*AIM OF THE EXERCISE:* A complete answer lists every line of the material where the string "white" occurs.

*THE DATA:*
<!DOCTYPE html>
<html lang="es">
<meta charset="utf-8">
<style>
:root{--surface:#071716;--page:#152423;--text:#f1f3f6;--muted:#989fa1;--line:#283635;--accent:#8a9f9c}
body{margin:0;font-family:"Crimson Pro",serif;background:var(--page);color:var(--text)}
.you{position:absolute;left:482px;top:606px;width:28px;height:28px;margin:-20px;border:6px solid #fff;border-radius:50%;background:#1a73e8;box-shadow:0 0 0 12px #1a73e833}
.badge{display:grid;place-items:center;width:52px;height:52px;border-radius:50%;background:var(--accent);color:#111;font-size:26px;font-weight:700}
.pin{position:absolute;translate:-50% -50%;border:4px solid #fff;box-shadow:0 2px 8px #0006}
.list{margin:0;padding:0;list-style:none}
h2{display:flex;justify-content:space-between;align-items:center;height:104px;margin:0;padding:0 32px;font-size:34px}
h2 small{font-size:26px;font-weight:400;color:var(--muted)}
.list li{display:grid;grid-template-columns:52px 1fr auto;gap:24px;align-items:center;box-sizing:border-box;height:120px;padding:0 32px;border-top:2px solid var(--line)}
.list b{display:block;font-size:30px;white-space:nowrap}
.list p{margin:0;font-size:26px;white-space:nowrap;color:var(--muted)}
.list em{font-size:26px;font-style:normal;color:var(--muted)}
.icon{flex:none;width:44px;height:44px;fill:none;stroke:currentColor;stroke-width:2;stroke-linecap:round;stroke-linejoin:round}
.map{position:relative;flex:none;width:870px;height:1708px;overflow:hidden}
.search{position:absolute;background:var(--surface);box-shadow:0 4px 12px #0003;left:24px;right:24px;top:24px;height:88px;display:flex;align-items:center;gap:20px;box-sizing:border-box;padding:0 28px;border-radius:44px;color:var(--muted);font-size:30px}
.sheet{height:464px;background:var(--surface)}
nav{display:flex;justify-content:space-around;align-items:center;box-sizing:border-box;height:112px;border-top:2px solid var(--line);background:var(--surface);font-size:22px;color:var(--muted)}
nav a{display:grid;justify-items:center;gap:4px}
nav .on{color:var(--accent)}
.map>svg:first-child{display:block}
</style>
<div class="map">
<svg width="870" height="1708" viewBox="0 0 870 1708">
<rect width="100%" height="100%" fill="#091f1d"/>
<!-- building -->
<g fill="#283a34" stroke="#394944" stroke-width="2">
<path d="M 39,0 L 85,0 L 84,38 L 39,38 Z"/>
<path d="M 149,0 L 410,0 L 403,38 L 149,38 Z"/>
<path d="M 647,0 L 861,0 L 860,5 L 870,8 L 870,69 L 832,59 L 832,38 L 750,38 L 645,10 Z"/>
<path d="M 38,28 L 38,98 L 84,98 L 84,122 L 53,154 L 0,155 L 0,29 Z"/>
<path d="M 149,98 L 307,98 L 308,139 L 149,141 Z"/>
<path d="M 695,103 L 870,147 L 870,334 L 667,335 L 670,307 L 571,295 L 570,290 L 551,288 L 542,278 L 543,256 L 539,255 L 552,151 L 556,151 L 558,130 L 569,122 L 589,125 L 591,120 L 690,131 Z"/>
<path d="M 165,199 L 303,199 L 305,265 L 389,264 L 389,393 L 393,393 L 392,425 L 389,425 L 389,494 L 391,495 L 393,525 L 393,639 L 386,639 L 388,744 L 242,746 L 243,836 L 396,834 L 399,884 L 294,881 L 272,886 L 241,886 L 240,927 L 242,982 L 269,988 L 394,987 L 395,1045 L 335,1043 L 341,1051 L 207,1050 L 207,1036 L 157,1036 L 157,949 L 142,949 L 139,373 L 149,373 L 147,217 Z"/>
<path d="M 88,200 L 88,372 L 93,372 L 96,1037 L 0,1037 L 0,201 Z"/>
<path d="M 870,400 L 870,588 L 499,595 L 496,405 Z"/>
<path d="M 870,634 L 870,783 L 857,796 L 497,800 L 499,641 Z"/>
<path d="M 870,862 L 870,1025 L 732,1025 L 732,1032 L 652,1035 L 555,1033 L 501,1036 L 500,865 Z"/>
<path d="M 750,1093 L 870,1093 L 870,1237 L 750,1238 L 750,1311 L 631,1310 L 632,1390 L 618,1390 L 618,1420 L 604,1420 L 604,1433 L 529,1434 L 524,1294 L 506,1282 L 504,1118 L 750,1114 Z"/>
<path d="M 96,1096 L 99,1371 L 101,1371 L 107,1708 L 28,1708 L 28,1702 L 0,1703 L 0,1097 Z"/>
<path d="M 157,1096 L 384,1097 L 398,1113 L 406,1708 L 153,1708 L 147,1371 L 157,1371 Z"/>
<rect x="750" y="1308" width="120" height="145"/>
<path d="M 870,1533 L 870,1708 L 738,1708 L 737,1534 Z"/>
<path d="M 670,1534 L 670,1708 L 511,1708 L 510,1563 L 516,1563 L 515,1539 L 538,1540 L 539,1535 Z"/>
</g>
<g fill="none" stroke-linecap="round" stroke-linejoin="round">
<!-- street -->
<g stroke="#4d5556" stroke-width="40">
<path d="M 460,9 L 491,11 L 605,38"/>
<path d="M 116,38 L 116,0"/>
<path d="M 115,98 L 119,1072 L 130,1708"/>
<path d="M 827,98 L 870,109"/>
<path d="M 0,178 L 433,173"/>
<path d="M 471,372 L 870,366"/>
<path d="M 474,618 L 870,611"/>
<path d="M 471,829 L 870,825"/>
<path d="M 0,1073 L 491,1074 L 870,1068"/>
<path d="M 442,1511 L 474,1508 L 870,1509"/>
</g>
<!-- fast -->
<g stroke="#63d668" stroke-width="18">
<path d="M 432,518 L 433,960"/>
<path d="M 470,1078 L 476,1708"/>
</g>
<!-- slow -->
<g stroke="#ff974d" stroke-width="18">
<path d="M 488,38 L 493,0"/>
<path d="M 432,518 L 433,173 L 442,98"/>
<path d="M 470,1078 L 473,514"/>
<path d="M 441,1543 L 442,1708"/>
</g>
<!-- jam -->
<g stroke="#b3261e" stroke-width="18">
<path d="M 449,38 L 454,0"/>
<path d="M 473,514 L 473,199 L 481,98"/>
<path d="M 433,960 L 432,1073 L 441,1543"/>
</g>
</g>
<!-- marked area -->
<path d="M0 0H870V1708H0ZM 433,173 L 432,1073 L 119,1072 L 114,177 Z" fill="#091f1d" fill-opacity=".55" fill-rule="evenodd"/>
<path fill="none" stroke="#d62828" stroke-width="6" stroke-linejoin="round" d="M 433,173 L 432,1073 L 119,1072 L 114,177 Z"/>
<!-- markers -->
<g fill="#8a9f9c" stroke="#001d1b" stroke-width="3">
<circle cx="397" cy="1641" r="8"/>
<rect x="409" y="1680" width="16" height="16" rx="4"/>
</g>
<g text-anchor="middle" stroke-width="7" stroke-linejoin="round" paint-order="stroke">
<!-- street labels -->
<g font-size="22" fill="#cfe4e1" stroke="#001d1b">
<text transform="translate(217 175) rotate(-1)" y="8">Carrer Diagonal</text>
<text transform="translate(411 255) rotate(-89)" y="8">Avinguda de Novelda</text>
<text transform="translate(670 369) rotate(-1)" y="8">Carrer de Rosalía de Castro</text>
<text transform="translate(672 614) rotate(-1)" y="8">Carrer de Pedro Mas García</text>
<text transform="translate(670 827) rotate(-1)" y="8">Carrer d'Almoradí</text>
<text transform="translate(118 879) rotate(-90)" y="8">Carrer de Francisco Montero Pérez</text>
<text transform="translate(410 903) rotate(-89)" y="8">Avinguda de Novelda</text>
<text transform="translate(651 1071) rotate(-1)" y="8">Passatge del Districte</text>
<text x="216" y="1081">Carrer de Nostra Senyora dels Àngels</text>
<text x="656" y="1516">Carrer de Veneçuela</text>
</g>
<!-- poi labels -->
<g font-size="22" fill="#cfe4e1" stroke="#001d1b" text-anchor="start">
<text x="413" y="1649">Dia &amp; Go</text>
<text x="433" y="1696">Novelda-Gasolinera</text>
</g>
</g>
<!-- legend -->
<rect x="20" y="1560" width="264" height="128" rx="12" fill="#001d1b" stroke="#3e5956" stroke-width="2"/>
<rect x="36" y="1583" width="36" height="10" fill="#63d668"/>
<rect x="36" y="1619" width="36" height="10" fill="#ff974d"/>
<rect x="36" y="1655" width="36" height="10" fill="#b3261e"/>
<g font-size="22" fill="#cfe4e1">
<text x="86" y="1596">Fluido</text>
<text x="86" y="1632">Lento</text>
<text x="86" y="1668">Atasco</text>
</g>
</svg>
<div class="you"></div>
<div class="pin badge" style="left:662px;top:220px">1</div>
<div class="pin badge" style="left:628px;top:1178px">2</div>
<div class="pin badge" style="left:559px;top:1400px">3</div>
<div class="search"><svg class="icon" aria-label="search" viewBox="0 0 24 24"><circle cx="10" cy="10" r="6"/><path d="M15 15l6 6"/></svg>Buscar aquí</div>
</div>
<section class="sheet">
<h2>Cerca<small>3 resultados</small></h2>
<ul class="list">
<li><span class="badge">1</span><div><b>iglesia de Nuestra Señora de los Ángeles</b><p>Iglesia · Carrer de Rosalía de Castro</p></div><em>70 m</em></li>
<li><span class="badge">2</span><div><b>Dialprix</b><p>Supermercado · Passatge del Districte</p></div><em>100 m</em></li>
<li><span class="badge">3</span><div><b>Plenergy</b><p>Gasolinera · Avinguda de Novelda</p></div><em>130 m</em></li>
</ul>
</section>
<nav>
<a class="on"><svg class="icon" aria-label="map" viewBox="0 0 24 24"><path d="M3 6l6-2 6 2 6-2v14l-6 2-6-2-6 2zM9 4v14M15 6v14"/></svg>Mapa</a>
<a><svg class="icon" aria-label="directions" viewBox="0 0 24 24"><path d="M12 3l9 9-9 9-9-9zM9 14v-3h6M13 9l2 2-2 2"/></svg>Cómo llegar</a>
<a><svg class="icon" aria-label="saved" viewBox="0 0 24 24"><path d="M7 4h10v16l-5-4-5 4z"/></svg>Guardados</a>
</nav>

*RESPONSE TO THIS TASK:*
.list b{display:block;font-size:30px;white-space:nowrap}
.list p{margin:0;font-size:26px;white-space:nowrap;color:var(--muted)}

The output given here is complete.